0

So, I've built a regex which follows this:

4!a2!a2!c[3!c]

which is translated to

  • 4 alpha character followed by
  • 2 alpha characters followed by
  • 2 characters followed by
  • 3 optional character

this is a standard format for SWIFT BIC code HSBCGB2LXXX

my regex to pull this out of string is:

(?<=:32[^:]:)(([a-zA-Z]{4}[a-zA-Z]{2})[0-9][a-zA-Z]{1}[X]{3})

Now this is targeting a specific tag (32) and works, however, I'm not sure if it's the cleanest, plus if there are any characters before H then it fails.

the string being matched against is:

:32B:HsBfGB4LXXXHELLO

the following returns HSBCGB4LXXX, but this:

:32B:2HsBfGB4LXXXHELLO

returns nothing.

EDIT

For clarity. I have a string which contains multiple lines all starting with :2xnumber:optional letter (eg, :58A:) i want to specify a line to start matching in and return a BIC from anywhere in the line.

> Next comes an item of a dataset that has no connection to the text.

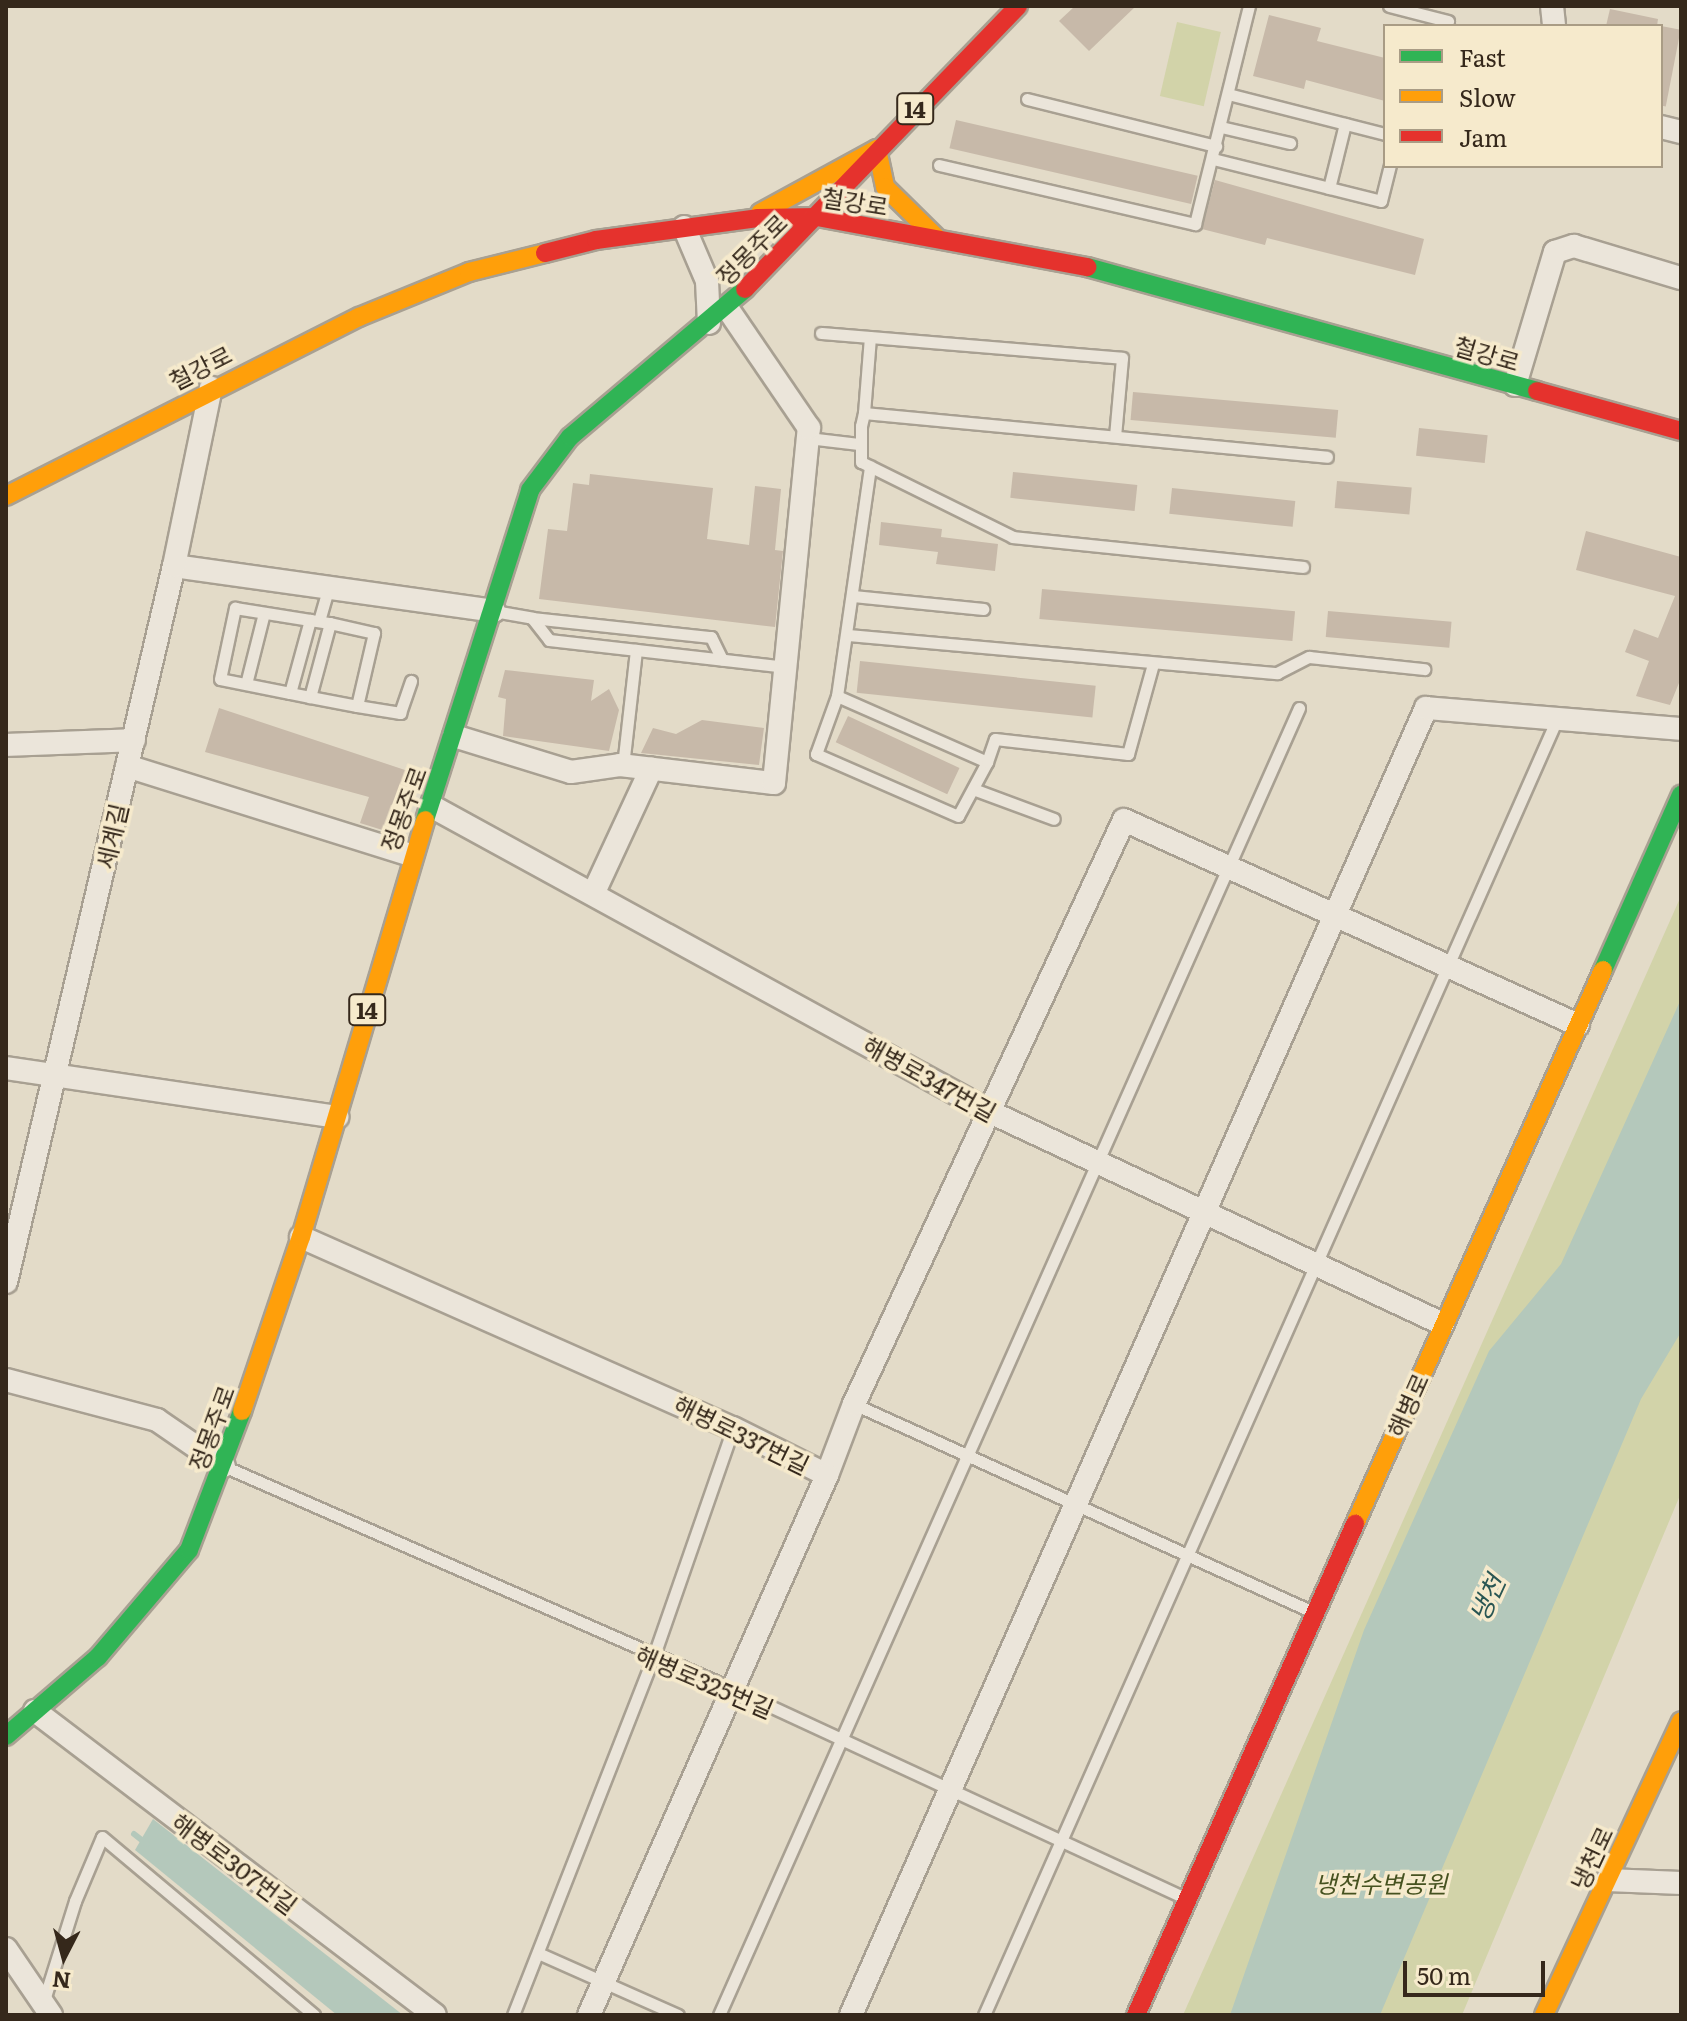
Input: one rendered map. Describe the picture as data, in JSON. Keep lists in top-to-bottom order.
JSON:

EDIT Some more example data to help:

:20:ABCDERF  Z
:23B:CRED
:32A:140310AUD2120,
:33B:AUD2120,
:50K:/111222333                        
Mr Bank of Dad              
Dads house
England            
:52D:/DBEL02010987654321
address 1 
address 2
:53B:/HSBCGB2LXXX
:57A://AU124040
AREFERENCE
:59:/44556677
A line which HSBCGB2LXXX contains a BIC
:70:Another line of data
:71A:Even more

Ok, so I need to pass in as a variable the tag 53 or 59 and return the BIC HSBCGB2LXXX only!

aff
  • 162
  • 2
  • 6
  • 17
CSharpNewBee
  • 1,951
  • 6
  • 28
  • 64
  • 1
    It is unclear why are you using colon and lookbehind here. – anubhava Mar 12 '14 at 12:13
  • Your second string has a number after the colon, but only letters are allowed. – Barmar Mar 12 '14 at 12:16
  • 1
    The match from the first input `HSBCGB4LXXX` can't be found in the input `:32B:HsBfGB4LXXXHELLO`. Please correct the typo(s) in your question. – Bohemian Mar 12 '14 at 12:18
  • @Barmar i was trying to cater for any character/number before the H – CSharpNewBee Mar 12 '14 at 12:18
  • @anubhava, i was working off an existing pattern I have, and was trying to adapt it. Perhaps this isn't the best approach, hence why I posted. – CSharpNewBee Mar 12 '14 at 12:19
  • @Bohemian it's not a typo. I was trying to show that anything could appear before the letter H – CSharpNewBee Mar 12 '14 at 12:20
  • Where is `H` in your original specification? And why do you only allow 3 `X` at the end, when the specification says `3 optional character`? Doesn't that mean any character? – Barmar Mar 12 '14 at 12:20
  • @CSharpNewBee, in your example the string being matched is :32B:HsBfGB4LXXXHELLO, while the return is HSBCGB4LXXX. This is definitely a typo. – elias Mar 12 '14 at 12:27
  • What language are you using? When you say "53 or 59' do you mean your calling code specifies two alternate values that can be used to match? If so, why not just call twice with different values and check which one finds a match? – Bohemian Mar 12 '14 at 21:23
  • single value @Bohemian, so on each iteration of my main source file, i'd pass in say, 59, which should find the BIC in any part of that string, then say 70 or whatever in the next run – CSharpNewBee Mar 12 '14 at 22:29
  • Please tell us which language or tool you are using! Eg java, perl, bash, python, .net, c#, ruby, whatever. A proper answer, and to an extent even the regex, depends a lot on the language. – Bohemian Mar 12 '14 at 23:39

2 Answers2

2

Your regex can be simplified, and corrected to allow a character before the H, to:

:32[^:]:.?([a-zA-Z]{6}\d[a-zA-Z]XXX)

The changes made were:

  • Lost the look behind - just make it part of the match
  • Inserting .? meaning "optional character"
  • ([a-zA-Z]{4}[a-zA-Z]{2}) ==> [a-zA-Z]{6} (4+2=6)
  • [0-9] ==> \d (\d means "any digit")
  • [X]{3} ==> XXX (just easier to read and less characters)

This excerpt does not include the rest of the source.